De tels exemples doivent se multiplier à travers le monde si l’homme veut maintenir sa position sur une planète qui ne lui a pas été donnée pour qu’il la détruise, mais qu’il sache en faire bon usage et qu’il puisse y prospérer dans les meilleures conditions. Celles-ci dépendent réellement d’une harmonie et d’un équilibre naturel, dont l’homme n’est qu’une partie essentielle. Il est à souhaiter que dans chaque pays une politique à long terme soit définie dans un Code de la nature basé sur de solides attendus biologiques.

Ces vastes plans d’ensemble où l’homme se trouve intégré dans la nature relèvent bien entendu de la responsabilité des collectivités et c’est à l’échelon le plus élevé que les décisions doivent être prises. Mais chacun d’entre nous a cependant un rôle à jouer car il peut contribuer à détruire ou au contraire à protéger une parcelle de la nature. Cette action, loin d’être négligeable, est même capitale et c’est de cette somme de bonnes volontés individuelles qu’en définitive dépend la survie de la nature sauvage, et peut-être aussi celle de l’humanité. Même si l’homme doit souvent gagner contre la nature, il ne doit pas toujours et obligatoirement le faire, car il y va de notre intérêt à longue échéance. C’est à ce prix que l’homme retrouvera sa place dans le monde vivant, dont il a cru pouvoir s’évader grâce à son génie technique.

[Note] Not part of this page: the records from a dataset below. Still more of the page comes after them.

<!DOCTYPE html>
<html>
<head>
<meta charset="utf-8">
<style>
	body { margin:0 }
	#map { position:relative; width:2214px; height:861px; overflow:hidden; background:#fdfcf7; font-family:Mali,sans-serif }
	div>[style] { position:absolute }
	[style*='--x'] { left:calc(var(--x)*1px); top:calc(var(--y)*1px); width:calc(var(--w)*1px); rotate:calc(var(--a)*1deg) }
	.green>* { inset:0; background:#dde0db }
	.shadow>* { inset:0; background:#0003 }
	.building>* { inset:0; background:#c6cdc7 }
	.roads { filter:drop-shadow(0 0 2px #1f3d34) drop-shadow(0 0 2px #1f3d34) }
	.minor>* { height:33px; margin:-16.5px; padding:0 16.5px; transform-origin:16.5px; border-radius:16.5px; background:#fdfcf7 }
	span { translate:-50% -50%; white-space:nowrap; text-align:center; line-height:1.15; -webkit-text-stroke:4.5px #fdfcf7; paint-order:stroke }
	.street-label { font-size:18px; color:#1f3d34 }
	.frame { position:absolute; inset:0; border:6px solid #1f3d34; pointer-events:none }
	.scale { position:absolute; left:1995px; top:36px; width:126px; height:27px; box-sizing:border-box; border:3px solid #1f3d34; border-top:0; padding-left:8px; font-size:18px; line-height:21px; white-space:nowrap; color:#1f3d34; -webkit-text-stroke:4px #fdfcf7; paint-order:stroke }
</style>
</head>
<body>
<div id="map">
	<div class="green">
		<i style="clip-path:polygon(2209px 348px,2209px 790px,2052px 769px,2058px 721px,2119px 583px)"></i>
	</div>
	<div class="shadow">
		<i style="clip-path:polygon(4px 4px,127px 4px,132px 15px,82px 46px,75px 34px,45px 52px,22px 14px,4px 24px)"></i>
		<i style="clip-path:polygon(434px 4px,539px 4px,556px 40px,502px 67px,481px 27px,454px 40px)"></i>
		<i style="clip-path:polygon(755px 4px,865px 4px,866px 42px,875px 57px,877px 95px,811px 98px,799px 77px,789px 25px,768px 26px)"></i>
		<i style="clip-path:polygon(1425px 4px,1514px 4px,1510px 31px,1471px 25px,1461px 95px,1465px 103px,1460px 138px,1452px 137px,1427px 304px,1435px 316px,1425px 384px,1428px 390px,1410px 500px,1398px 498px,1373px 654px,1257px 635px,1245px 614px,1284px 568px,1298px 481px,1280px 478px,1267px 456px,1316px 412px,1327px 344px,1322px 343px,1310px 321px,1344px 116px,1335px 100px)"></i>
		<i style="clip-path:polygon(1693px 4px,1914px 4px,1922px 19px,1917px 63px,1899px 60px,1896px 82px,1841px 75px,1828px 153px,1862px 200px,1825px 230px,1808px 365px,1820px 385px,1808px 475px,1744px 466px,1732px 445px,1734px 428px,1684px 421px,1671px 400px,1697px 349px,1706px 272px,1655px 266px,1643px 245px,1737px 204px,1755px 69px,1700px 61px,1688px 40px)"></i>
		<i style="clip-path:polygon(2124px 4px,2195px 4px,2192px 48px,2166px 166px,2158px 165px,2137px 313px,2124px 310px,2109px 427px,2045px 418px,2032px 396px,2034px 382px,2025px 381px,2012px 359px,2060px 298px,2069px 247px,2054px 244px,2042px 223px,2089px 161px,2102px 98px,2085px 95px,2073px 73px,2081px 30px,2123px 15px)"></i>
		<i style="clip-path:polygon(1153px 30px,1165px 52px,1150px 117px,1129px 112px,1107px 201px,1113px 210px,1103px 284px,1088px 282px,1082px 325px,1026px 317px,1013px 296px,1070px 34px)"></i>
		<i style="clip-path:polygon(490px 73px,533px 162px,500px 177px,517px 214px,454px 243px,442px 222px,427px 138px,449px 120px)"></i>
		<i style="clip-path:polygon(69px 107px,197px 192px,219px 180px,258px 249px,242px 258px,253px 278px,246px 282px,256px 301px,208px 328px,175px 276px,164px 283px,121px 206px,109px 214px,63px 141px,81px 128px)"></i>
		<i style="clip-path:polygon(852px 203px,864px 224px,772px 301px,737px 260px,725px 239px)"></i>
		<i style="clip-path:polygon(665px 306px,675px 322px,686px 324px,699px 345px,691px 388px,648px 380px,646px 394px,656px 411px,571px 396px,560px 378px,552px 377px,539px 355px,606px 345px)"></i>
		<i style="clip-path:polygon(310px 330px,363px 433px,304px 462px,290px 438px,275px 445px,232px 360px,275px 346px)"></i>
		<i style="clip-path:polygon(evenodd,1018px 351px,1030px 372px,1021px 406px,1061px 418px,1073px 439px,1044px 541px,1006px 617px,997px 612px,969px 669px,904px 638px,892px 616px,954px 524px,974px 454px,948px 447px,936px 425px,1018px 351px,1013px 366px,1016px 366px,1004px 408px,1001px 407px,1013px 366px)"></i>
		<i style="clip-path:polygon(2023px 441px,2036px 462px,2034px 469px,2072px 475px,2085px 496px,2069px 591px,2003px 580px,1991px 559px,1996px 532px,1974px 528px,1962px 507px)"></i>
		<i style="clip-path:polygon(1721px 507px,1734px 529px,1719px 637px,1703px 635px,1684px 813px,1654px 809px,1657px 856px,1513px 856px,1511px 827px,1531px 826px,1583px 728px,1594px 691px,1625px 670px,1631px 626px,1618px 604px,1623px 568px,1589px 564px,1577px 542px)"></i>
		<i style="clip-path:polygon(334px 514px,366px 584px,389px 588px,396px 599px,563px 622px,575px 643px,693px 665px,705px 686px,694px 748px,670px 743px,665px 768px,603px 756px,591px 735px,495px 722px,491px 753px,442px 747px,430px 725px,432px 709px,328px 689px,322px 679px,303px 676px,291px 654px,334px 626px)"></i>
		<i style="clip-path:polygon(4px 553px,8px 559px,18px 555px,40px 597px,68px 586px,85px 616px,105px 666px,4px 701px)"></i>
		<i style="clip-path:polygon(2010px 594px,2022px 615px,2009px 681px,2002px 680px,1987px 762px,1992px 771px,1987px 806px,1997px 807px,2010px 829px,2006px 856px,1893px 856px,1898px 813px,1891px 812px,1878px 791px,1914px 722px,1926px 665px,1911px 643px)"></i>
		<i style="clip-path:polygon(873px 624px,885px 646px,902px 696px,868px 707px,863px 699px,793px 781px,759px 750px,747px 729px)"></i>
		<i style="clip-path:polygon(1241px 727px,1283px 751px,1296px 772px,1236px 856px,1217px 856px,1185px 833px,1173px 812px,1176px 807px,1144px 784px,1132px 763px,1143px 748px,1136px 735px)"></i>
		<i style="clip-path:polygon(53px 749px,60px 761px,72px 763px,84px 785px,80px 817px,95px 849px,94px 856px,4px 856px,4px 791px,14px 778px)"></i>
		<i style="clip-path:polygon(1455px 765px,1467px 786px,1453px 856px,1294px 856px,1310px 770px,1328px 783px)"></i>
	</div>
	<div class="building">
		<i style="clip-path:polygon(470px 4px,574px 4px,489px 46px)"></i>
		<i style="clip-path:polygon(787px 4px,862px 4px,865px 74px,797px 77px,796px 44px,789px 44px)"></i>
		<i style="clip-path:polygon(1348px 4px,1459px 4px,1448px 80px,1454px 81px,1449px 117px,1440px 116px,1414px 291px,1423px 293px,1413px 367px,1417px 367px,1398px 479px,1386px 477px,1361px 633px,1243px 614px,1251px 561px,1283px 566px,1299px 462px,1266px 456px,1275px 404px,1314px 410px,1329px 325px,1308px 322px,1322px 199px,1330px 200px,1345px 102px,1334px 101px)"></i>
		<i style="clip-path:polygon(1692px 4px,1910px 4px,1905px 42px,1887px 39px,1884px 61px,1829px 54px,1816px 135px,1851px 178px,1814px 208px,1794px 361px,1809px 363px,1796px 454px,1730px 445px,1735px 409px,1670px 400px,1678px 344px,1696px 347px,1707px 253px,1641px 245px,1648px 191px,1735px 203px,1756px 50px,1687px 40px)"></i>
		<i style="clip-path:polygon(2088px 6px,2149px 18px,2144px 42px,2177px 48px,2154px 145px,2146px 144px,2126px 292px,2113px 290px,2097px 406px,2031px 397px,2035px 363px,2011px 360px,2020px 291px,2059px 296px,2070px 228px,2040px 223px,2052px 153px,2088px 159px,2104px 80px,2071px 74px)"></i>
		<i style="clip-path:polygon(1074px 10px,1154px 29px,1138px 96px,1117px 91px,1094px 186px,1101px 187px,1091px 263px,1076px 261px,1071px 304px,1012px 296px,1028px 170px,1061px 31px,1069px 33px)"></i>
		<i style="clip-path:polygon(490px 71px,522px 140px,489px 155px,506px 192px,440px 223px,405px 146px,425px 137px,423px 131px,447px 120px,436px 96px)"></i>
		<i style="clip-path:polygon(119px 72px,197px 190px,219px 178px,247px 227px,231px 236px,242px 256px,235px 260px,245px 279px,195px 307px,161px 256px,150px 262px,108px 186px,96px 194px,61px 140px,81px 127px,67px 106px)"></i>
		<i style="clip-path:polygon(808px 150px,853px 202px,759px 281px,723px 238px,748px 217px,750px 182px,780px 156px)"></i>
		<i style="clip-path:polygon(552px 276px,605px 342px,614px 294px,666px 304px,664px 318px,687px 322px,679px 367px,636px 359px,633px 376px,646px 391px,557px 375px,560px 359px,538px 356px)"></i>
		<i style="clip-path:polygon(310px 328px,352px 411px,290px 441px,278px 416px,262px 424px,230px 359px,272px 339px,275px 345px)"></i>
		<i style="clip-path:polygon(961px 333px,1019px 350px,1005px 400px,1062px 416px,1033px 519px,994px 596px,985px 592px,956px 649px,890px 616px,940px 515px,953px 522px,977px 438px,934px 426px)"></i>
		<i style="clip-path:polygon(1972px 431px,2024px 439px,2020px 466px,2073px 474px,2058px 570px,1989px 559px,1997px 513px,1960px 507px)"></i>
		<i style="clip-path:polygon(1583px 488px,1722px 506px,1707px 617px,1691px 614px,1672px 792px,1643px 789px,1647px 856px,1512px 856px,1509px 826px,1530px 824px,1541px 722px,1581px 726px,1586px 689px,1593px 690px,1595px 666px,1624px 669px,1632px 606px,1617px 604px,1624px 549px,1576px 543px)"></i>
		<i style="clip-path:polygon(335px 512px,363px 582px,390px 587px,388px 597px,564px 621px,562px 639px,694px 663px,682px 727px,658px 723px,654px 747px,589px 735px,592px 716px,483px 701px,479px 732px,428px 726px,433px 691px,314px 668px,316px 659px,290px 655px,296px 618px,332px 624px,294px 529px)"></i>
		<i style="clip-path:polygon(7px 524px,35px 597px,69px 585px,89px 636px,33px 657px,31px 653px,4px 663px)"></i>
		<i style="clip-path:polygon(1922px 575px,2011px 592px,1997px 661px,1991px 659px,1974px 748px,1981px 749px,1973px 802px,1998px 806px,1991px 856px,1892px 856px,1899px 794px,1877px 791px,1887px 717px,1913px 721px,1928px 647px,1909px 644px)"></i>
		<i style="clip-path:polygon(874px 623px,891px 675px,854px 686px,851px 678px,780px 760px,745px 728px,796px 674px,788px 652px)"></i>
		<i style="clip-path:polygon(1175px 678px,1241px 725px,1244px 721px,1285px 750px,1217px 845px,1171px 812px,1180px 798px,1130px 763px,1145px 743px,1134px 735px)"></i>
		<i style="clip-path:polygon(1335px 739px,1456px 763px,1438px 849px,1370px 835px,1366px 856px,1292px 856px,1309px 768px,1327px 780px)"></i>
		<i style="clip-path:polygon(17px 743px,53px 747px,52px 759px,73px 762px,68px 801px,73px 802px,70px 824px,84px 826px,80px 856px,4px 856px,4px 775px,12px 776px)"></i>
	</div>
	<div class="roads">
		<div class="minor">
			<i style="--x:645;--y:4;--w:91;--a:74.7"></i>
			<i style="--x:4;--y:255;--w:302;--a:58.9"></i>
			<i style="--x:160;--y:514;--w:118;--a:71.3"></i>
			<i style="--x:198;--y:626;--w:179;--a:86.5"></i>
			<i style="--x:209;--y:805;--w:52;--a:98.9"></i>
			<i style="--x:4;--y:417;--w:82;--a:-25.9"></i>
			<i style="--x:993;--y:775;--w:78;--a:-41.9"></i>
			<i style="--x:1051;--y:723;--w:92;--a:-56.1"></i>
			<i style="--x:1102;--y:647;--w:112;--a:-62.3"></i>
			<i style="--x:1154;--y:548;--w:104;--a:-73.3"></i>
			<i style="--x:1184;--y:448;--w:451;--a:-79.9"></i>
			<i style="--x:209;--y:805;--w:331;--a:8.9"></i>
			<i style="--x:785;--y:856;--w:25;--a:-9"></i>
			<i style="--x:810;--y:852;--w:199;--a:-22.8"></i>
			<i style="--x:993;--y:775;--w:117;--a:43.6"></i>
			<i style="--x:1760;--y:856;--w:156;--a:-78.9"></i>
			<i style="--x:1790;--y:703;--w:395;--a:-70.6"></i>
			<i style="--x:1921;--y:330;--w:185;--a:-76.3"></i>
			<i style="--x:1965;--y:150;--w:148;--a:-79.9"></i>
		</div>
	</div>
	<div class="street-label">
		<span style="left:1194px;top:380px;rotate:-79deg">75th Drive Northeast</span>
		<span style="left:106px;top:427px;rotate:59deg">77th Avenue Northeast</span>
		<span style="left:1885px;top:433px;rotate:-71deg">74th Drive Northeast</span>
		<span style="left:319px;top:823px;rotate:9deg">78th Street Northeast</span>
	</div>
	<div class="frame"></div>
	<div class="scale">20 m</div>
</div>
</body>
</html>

Le Dodo, le Grand Pingouin, le Pigeon migrateur, l’Aurochs, le Zèbre quagga et beaucoup d’animaux plus humbles ont disparu à tout jamais par suite de la malfaisance d’une humanité qui a fait fausse route et qui a cru tout pouvoir remplacer par les produits de sa propre industrie. Souhaitons que ces extinctions soient compensées par celles de l’Homo faber, et de l’Homo « technocraticus », bourgeonnement récent et déjà archaïque du phylum hominien. Il est temps que domine à nouveau l’Homo sapiens, celui qui sait que seul un juste équilibre avec la nature tout entière peut lui assurer sa légitime subsistance, et en définitive le bonheur spirituel et matériel auquel il aspire.